Q. In 2008, the UN Security Council adopted a resolution that formally recognized sexual violence as a tactic of war. U.S. policymakers have also attempted to develop strategies to prevent sexual violence in conflict zones. Can public policy have an impact on this problem?
Cohen: There have been a number of policies aimed at mitigating the problem of sexual violence in wartime. One of my concerns, however, is that there is an increasing focus on prosecution, and on bringing perpetrators to justice. This may be a very important goal, but it is a costly policy option—both in terms of time and money—and there are still significant open questions about whether and how prosecutions work to mitigate sexual violence. For example, it is not at all clear that prosecuting perpetrators of wartime rape serves as a deterrent for future perpetrators of the same crime. In fact, there is reason to think that prosecution cannot serve as an effective deterrent because the ability to prosecute individuals is so limited, especially in cases of mass rape where there are thousands of victims and thousands of perpetrators. I’m not actually sure that prosecution serves as a deterrent. It may have other positive benefits. It may bring victims a sense of justice and that may be also an important public policy goal but in terms of deterring future acts of rape, I think it’s very unclear if prosecution is the way to go.

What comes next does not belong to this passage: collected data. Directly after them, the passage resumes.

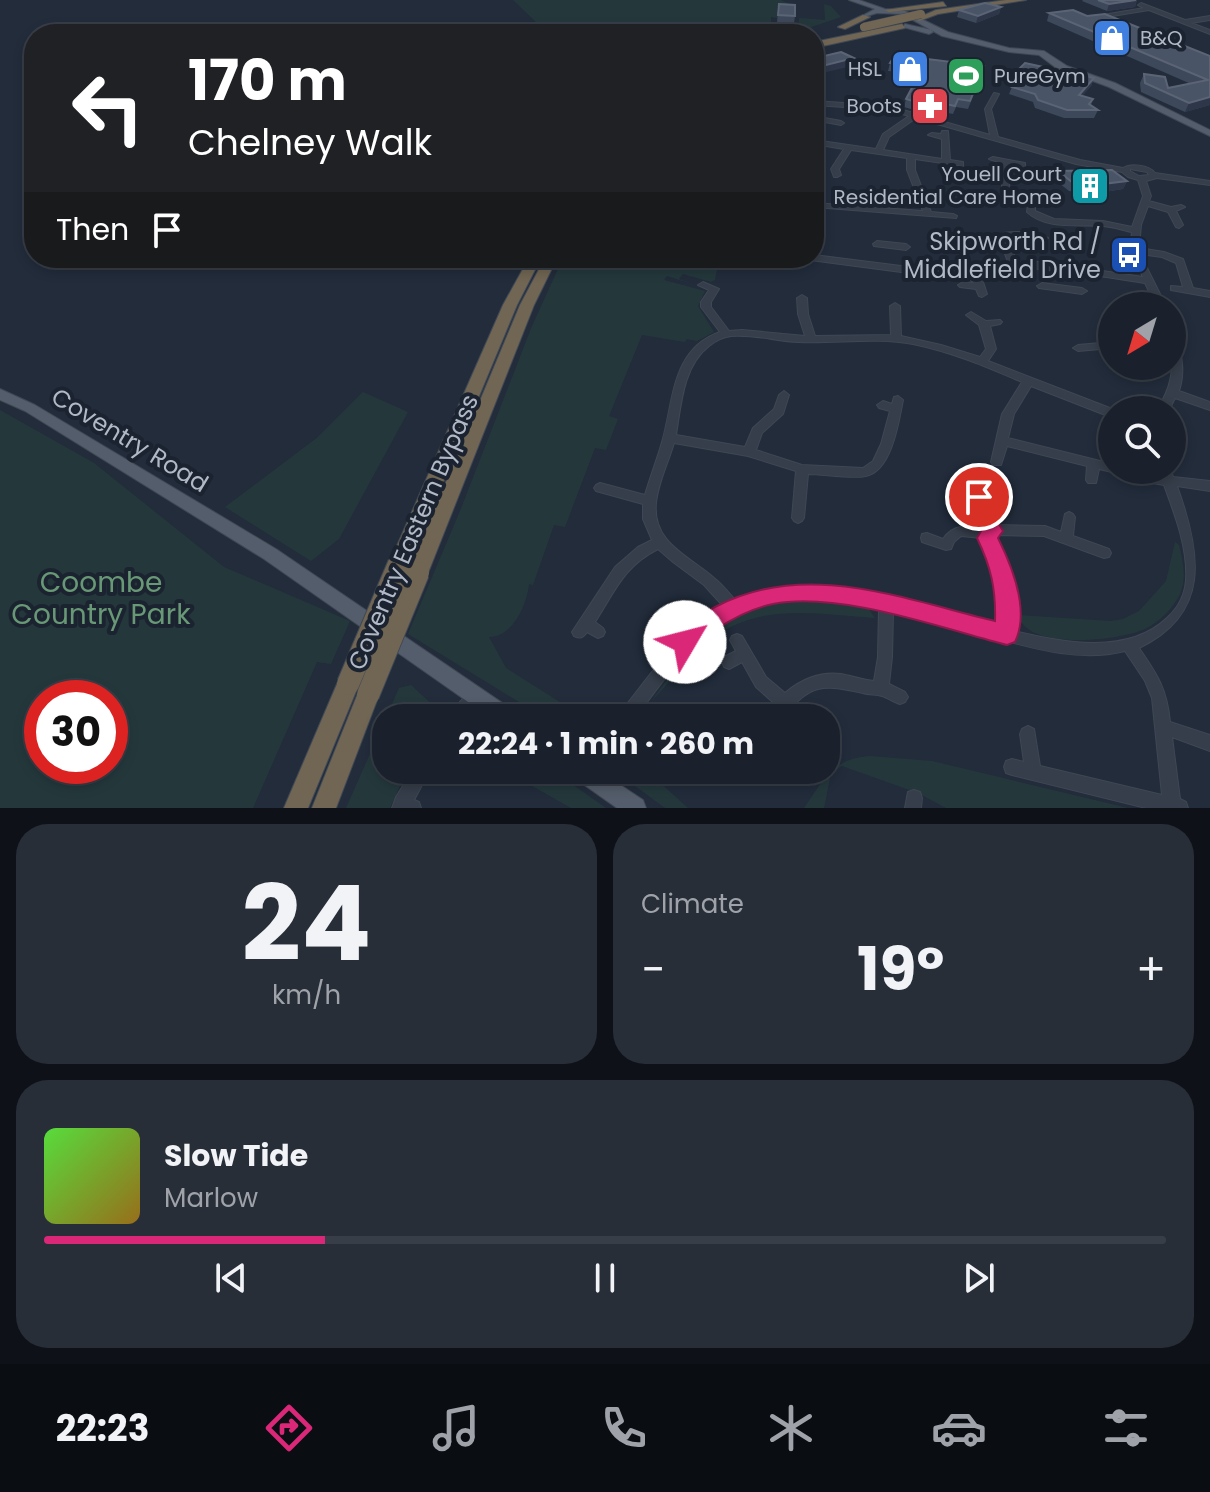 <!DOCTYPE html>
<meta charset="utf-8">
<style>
body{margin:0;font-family:Poppins,sans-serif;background:#272e38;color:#f1f3f6;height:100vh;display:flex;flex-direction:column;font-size:30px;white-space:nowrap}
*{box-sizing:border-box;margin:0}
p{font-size:26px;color:#9fa3a9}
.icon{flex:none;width:44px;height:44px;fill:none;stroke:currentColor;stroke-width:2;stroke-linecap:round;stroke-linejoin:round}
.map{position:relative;height:808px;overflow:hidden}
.panel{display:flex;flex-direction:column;gap:16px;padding:16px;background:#0e1218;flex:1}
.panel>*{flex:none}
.guide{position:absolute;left:24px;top:24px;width:800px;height:244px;border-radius:32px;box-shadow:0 4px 12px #0003,0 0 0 2px #383e48;background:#202124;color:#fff;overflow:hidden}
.needle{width:52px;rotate:218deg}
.controls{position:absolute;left:1098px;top:292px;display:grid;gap:16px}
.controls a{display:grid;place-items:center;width:88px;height:88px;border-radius:50%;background:#1a212c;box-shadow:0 4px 12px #0003,0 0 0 2px #383e48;font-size:40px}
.speed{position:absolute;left:24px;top:680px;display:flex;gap:16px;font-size:40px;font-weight:700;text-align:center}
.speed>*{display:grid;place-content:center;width:104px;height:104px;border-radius:50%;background:#1a212c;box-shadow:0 4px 12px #0003,0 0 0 2px #383e48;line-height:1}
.speed .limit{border:12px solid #d22;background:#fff;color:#111}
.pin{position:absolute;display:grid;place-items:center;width:68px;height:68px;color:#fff;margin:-34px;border:4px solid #fff;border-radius:50%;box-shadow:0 2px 8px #0007}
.me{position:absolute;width:88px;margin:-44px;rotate:53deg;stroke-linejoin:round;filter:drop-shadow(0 0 6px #0008)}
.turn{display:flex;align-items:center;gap:28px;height:168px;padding:0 32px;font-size:36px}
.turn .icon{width:104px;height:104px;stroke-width:2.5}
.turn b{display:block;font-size:56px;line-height:68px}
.then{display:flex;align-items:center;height:76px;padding:0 32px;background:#0003;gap:16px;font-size:30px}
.big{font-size:60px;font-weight:700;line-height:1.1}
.panel .widget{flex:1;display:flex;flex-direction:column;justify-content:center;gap:12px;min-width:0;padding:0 28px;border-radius:32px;background:#272e38}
.panel .dial{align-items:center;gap:0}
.dial b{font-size:104px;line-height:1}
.song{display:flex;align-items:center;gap:24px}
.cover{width:96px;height:96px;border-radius:12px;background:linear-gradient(135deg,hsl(110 70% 55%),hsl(40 70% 35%))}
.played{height:8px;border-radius:4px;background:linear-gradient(90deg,#db2777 25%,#383e48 25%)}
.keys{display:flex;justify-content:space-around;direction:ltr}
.heat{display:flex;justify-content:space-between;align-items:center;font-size:44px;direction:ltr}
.panel .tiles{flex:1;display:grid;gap:16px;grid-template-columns:1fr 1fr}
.widget:last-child{grid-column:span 2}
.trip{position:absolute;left:372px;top:704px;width:468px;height:80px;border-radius:32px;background:#1a212c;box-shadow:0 4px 12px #0003,0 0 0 2px #383e48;font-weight:700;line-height:80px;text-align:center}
.menu{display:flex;height:128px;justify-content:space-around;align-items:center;background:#0a0d12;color:#9fa3a9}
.menu .icon{width:56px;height:56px}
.menu .on{color:#db2777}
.menu b{font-size:36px;color:#f1f3f6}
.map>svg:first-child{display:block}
.green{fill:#24383c;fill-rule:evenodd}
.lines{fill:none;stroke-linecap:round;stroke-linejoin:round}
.minor-casing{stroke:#3f4754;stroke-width:2}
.major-casing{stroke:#3f4754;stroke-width:2}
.highway-casing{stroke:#414956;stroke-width:2}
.minor{fill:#363e4b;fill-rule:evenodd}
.major{fill:#545d6b;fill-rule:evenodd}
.highway{fill:#716653;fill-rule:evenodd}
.highway-bridge-far1-casing{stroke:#414956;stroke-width:9;stroke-linecap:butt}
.highway-bridge-casing{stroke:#414956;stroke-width:24;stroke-linecap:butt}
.highway-bridge-far1{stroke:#716653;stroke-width:8}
.highway-bridge{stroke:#716653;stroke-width:22}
.wall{fill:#3d485a}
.shaded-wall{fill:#2d3749}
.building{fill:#495466;stroke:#5a6475;stroke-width:2}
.route{fill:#db2777;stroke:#8e194d;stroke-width:2}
.labels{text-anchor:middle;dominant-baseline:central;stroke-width:8;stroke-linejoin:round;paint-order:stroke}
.far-poi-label{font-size:20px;fill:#b1b9c7;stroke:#1b2330;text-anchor:end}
.poi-label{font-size:24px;fill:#b1b9c7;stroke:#1b2330;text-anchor:end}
.street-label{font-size:24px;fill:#b1b9c7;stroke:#1b2330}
.near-park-label{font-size:28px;fill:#689875;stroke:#1b2330}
</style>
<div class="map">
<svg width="1210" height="808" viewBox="0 0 1210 808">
<rect width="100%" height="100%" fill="#222c3b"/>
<path class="green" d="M513,0h268l11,5 -15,2 1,11 -7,-1v5l28,1v-5l26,2 -1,-16 7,2 10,11 -50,17h-249l1,-5z
M563,258h156l-4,22 -4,2 -28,-8 -4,5 16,6 -28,-9 -3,4 41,11 -7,15 16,26 -17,9 -10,-2 -2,3 -43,-7 -33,81 9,3 -12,31 -11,-2 -30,79 -11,-2 -21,60 -4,-1c-2,20 -16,53 -40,53l17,31 79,50h-40l-137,-84 52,-123 72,-185z
M363,392l45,20 -69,127 -28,22 -86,-54 93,-70z
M0,410l94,53 130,104 126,54 -19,43 -14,-2 -64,146h-253zM42,698h68v68h-68z
M1175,542l4,3c4,16 8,33 1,49 -7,15 -21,28 -35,35 -27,12 -118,22 -127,-14l93,6 12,-2 16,-8 27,-30z
M836,597l30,8 9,13c-57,-4 -121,-17 -168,25 -20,18 -38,39 -56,59 32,-44 59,-86 116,-101 21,-5 47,-2 69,-4z
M411,685l25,23 -5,10h-45v52h21l-17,38h-44l53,-120z
M870,756l62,5 196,47h-182l-28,-15 -76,-27 -11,7 -7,35h-20c21,-30 28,-49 66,-52z
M504,770h48l54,38h-35z
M619,770h27l42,38h-23l-45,-33z"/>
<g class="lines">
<g class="minor-casing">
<path id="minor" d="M1141,3l44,17 25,-4v4l-19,3 19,7v4l-61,-24 -49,8 -3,-2 47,-8 -6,-3z
M994,93l5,1 -8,15 7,28 82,23 43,8c8,-5 26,-3 32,5l55,8v4l-53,-7 -11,3 5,15 -2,5 22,6 10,-2 4,2 -9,4 7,14 -4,3 -3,-1 -8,-15 -20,-6 -7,19 -2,23 25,4 19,7 10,29 17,3v6l-39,-7v-4l12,1 -7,-24 -14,-6 -22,-3 26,52h-10l-11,-23c-58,-9 -116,-19 -176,-15l14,14 4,12 -5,3 -3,-1 -3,-7 -16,-2 -2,-2 5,-3 11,1 -14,-14 -51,4 -99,-13 -1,-2h5v-3l95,12 99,-5 -8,-22 3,-7c15,-2 32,-1 45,5l-4,3 -25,-4h-10l-1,3 9,22h25l101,15 -13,-27 2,-18c-10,-2 -21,-6 -31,-6 -25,-2 -54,4 -74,-14l1,-8 -26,-9v-32l-13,-4 4,-2 32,6v4l-15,-2 -1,27 26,9v10l19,8 49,2 29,6 11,-31 -5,-16 -10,-3 -6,-5 -46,-8 -160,-46 -27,19 -6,13 59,9v-20l-14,-4 4,-2 9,1 1,-3h6l2,29 13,2v4l-48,-7v11l16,42 22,2 4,2 -1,2 -142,-11v-4l109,8 -16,-41v-12l-56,-8 -12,19 2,6 -4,2h-3l-3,-8 13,-20 -30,-5v-4l62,9 7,-15 26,-18 -20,-6 -75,-5v-4l75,5 101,29 -5,-26zM1130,169l17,3 2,3 -10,1 -9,-5z
M814,116l27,5 3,2 -3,2 -27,-5z
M877,241l29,3 4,3 -4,3 -32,-4 -1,-2z
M703,282l16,7 -8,13v5l18,24 13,-1 63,6 -7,-22 -1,-16 5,-3 5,3 1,16 7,22 76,-1 -1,-29 5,-3 5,3 1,30 40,9 39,12 6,-8 -7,-24 -13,-10 5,-3 15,9 14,-1 2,2 -2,2 -10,2 6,23 -8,12 127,49h-3v7l-4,-1 -77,-30 -17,28 -6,24 104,26v6l4,1 -4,1 -13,-3 -3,14h-8l-2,-3 1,-14 -80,-20 -6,19h-8l-2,-3 11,-48 20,-32c-35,-15 -70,-30 -109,-38 -38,-7 -77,0 -115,-2 -22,-1 -45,-8 -67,-6 -8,1 -16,5 -22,10 -26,20 -28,59 -33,89l69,12 8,-19 21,-19 5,-14 5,-4 5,4 -6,19 -21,19 -6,17 46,15 61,3 10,-7 8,-17 9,-33 -11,-3 -2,-3 6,-4 9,3 2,-7 4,-1 5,4c-4,20 -11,71 -37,76 -13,3 -44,-2 -58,-2l-4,44 -2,3 -4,2 -4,-2 -2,-3 4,-47 -48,-15 -74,-13c-6,20 -16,40 -18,60 -4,40 33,53 58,75 8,6 15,15 22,23l35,-11 35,-2 42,2 152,37c0,-36 -6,-57 -18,-89l-21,-2 -7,6 -3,7 -5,1 -24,-8 -1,-4 1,-4 5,-1 16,6c10,-15 25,-14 41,-11 -8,-13 -13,-23 -8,-38h8l2,3v17l9,15 50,1 16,6 4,-18 4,-2 4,2 2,3 -2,19 36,13 2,4 -2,4 -5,1 -60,-22 -47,-1 -2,3c14,31 19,59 19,93 48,11 113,25 153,-13 11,-10 18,-23 19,-38 2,-32 -11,-65 -22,-95l-29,-5 -2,-3 2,-3 4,-1 22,2 -2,-5h12l2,7 37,4v10l-33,-5c25,69 33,128 -38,162 18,26 28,41 31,74l40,13v16l-38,-14 8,62 6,3 2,6h-42l-134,-33 -6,-2 -2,-6 2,-6 6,-2 12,3 -4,-28 2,-5 6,-3 6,3 6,37 122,29 -10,-97 -7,-17 -20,-30c-47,12 -96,-4 -141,-16 -30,-7 -61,-15 -91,-22l-1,44 -3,27 16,8 3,5 -3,5 -5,2c-6,-2 -12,-6 -18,-8 -6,-2 -13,-1 -19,-3 -40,-9 -53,-10 -80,25h-17l9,-14 -19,-17 -14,-25 -13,7 -5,-2 -2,-5 2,-5 12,-6 -6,-11 2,-4 5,-2 5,2 24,41 19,16c15,-13 35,-22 56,-19 11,2 22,6 33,7l4,-24 1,-48c-65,-16 -129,-17 -181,32 -24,23 -43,51 -63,77h-17c6,-12 15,-21 23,-32 23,-30 49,-61 83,-79l-20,-22 -31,-23 -15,-13c-34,17 -43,42 -63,73l8,6 2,4 -2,4 -5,2 -11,-6c-4,6 -7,7 -13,4l-2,-4 43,-65 23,-20 14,-7 -9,-21v-15l-47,-13 -2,-3 2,-3 4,-2 45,12c5,-18 12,-35 17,-53 12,-41 9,-93 58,-110l-19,-25v-5l8,-12 -11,-5z
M1042,283l40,5 5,3 -5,3 -43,-6 -2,-2z
M1172,336l5,3c5,18 8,34 2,52l31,11v8l-35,-12 -6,12h-12c18,-29 15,-42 15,-74z
M1112,342v6l-34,3 -5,-3 5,-3z
M476,689l5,2 3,5 -17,22h-18c5,-10 17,-25 27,-29z
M413,770h17l-16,30 5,2 2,6h-29l4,-11z
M723,770h17l-5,12 -6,2 -6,-2 -2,-6z
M914,790l6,2 2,6 -1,10h-16l3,-16z"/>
</g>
<g class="major-casing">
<path id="major" d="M849,0h10l26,9 20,2 43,21 61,16 35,3 23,15 48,17 95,47v6l-101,-49 -54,-20 -16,-12 -30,-3 -67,-16 -40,-22 -25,-1 -13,4v-2l11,-6z
M905,24l27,6 1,2 -4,2 -26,-7z
M0,389l35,16 241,144 238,162 3,7h-26l-227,-159 -239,-148 -25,-11z
M570,770h28l45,30 3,8h-29l-44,-31z"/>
</g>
<g class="highway-casing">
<path id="highway" d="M1006,0h20l-88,14 -19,7 -4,-2 21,-9z
M943,2l3,4 -57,6 -4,-2z
M863,15l7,2 -25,12 -7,-2z
M902,24l3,4 -91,20v-6z
M529,258h12l-24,47 -108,259 -3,6 -7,2 -7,-2 -3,-6 114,-259z
M545,258h12l-23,47 -106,268 -3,6 -7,2 -7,-2 -3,-6 112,-268z
M348,674l8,3 3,7 -51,124h-24l56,-131z
M368,685l8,3 3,7 -43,113h-24l48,-120z"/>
</g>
<use href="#minor" class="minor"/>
<use href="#major" class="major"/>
<use href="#highway" class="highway"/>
<g class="highway-bridge-far1-casing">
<path id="highway-bridge-far1" d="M864,27l57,-13"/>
</g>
<g class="highway-bridge-casing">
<path id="highway-bridge" d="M348,684l51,-120
M368,695l50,-122"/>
</g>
<use href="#highway-bridge-far1" class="highway-bridge-far1"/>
<use href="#highway-bridge" class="highway-bridge"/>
</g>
<path class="wall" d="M1083,0h54l-2,7 -28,4 -25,-10z
M779,4l16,12 -1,7 -17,-1z
M1001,7l-2,7 -23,9 -19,-6 2,-7z
M1049,13l38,3 123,40v49l-25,7 -44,-20 -1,-9 4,-9 24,14 23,-4 -144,-63z
M890,63l92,11 -14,35 -12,-2 -3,7 -9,-2 -6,5 -34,-10 2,-8 13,-25 -31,-3z
M1010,78h84l-3,8 -9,10 11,3 -2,6 7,5 -4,8h-30l-29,-10 -2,-6 -24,-8 3,-7 -5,-2z
M1058,171l69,10 -4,8 -31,5 -23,-3 -15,-12z"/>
<path class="shaded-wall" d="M1137,0l-2,7 -28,4 2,-7z
M1001,7l-2,7 -23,9 2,-7z
M854,58l-2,8 -38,9v-7z
M1094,78l-3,8 -15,17 3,-8z
M1210,97v8l-25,7 4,-9z
M946,104l-2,8 -6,5 2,-8z
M1127,181l-4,8 -31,5 3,-9z"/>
<path class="building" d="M1098,0h38l-27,4z
M985,3l16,4 -23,9 -19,-6z
M779,4l16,1v11l-17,-1z
M1073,10l14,6 18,-2 105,42v41l-21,6 -44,-20 -1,-9 21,3 3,11 40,-8 -159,-67z
M841,52l13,6 -40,10v-14l6,3z
M895,55l89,11 -14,35 -12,-2 -3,7 -9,-2 -6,5 -34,-10 17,-32 -33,-4z
M1025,63l69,15 -15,17 14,4 -4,5 9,6h-31l-29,-10 -3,-6 -23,-7 7,-7 -9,-2z
M1112,170l15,11 -32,4 -23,-3 -14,-11z"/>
<path class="route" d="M979,489l7,2 4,18 13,22 -5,7c14,28 32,73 17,104l-8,3c-66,-17 -168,-54 -234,-41 -19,4 -40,14 -56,25 -8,6 -15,15 -24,20 -6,3 -10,2 -17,0l-3,-7c7,-16 27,-27 42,-35 90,-48 188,-8 280,14 1,-32 -4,-54 -18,-83l4,-7c-7,-13 -17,-26 -10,-40z"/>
<defs>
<g id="shop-square" transform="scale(2)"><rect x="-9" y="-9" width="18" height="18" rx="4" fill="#3f7fe0" stroke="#1b2330"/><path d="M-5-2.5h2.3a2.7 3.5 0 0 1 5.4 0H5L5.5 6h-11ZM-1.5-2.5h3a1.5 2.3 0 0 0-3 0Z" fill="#fff"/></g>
<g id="stadium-square" transform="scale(2)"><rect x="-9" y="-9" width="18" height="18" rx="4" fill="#2e9e5b" stroke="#1b2330"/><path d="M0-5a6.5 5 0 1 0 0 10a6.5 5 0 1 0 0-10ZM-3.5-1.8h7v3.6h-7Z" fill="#fff"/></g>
<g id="pharmacy-square" transform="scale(2)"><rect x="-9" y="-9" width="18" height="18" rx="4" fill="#e0444e" stroke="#1b2330"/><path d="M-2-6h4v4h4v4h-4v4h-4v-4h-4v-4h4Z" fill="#fff"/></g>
<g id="building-square" transform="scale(2)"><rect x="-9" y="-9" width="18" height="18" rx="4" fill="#0f9aa8" stroke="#1b2330"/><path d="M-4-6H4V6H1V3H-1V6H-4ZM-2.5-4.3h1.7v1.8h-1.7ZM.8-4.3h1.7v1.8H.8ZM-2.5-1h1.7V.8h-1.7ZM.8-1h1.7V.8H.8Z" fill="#fff"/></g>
<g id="bus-square" transform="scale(2)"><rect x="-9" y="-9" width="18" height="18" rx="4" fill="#1a4fb4" stroke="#1b2330"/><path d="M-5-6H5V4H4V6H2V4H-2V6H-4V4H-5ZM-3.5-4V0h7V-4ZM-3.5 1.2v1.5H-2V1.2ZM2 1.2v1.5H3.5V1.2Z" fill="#fff"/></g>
</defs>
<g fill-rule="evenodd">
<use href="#shop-square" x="1112" y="38"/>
<use href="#shop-square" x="910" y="69"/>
<use href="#stadium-square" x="966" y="76"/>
<use href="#pharmacy-square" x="930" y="106"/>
<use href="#building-square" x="1090" y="186"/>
<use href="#bus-square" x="1129" y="255"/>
</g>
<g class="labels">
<g class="far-poi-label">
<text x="1140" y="38" text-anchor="start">B&amp;Q</text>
<text x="882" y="69">HSL</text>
<text x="994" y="76" text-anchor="start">PureGym</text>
<text x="902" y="106">Boots</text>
<text x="1062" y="174">Youell Court<tspan x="1062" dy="23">Residential Care Home</tspan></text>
</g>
<g class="poi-label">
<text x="1101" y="241">Skipworth Rd /<tspan x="1101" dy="28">Middlefield Drive</tspan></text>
</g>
<g class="street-label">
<text transform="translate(130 440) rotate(31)">Coventry Road</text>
<text transform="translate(413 532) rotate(-67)">Coventry Eastern Bypass</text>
</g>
<g class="near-park-label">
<text x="101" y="582">Coombe<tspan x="101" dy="32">Country Park</tspan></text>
</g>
</g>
</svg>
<div class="controls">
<a><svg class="needle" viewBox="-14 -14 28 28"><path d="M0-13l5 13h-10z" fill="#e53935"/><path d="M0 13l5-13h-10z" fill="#9fa3a9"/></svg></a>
<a><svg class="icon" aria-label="search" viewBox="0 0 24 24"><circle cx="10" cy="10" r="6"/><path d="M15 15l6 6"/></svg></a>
</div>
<div class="speed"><div class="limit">30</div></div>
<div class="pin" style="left:979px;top:497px;background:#d93025"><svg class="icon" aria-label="arrive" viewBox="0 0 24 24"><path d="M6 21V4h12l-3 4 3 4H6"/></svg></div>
<svg class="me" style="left:685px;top:642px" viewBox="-20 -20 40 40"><circle r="19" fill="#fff"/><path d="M0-13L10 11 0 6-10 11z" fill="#db2777"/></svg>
<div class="trip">22:24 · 1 min · 260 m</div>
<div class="guide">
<div class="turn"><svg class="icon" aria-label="left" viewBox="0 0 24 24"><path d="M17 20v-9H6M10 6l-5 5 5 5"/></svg><div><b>170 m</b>Chelney Walk</div></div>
<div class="then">Then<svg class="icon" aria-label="arrive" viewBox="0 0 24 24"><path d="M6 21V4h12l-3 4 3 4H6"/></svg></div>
</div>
</div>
<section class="panel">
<div class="tiles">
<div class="widget dial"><b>24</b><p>km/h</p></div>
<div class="widget"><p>Climate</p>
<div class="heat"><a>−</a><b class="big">19°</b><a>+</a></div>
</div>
<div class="widget">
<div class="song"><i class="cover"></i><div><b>Slow Tide</b><p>Marlow</p></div></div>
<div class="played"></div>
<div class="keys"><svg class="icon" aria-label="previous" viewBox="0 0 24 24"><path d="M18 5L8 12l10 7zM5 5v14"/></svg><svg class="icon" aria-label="pause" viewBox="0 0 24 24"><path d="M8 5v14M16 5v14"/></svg><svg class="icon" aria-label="next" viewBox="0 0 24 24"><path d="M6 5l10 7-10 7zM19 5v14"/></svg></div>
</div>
</div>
</section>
<nav class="menu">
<b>22:23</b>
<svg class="icon on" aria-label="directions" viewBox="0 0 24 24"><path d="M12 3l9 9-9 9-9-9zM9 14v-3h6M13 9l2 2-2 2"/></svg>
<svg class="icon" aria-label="music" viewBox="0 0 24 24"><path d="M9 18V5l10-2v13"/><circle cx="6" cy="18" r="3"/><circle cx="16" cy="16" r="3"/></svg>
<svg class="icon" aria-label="phone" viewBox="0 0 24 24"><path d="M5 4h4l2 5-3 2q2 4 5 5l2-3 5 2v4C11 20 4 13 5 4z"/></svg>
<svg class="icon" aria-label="climate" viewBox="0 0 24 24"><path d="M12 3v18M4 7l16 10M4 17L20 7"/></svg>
<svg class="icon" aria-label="car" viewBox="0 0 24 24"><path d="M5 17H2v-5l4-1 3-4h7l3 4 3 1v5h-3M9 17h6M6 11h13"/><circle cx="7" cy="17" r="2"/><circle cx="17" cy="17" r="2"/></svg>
<svg class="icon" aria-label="filters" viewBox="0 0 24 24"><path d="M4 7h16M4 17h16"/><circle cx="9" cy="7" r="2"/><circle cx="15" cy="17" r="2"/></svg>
</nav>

More promising is for policymakers to talk to groups of victims and to try to understand what it is that victims and survivors of rape and sexual violence actually need and actually want. Based on my fieldwork experience, I would say it’s very unlikely that victims would say that their top priority was prosecution or justice. In fact, in many of the places where I did fieldwork, there was an immense pressure, even a social need, to not prosecute, to move on, to forgive and so often what survivors and victim groups were advocating for were things that were much more basic – things like psycho-social services or medical care to deal with the aftermath of their attacks, not so much focus on prosecution.
Q. An issue that’s been getting more exposure recently is the level of sexual violence within the U.S. armed forces. Does your research on sexual violence during civil war shed any light on sexual violence against fellow soldiers in the U.S. military?
Cohen: One of the aspects I've been heartened to see in some of the recent coverage of sexual assaults within the U.S. military is that there is an increasing recognition of the fact of male victims. In fact, the evidence suggests that even though women are more likely to be assaulted, there are actually more male victims of sexual assault than there are female victims.
This fact, in some sense, has shifted part of the national conversation away from rape and sexual assault being perceived as a marginalized women's issue to instead being seen as a broader issue of violence, power and dominance. Of course, this is a perspective that feminist scholars and advocates have been arguing for years. This shift in the discourse reflects a new understanding of what rape and sexual assault actually mean, and hopefully will mark a new era of responding to the problem in more effective ways.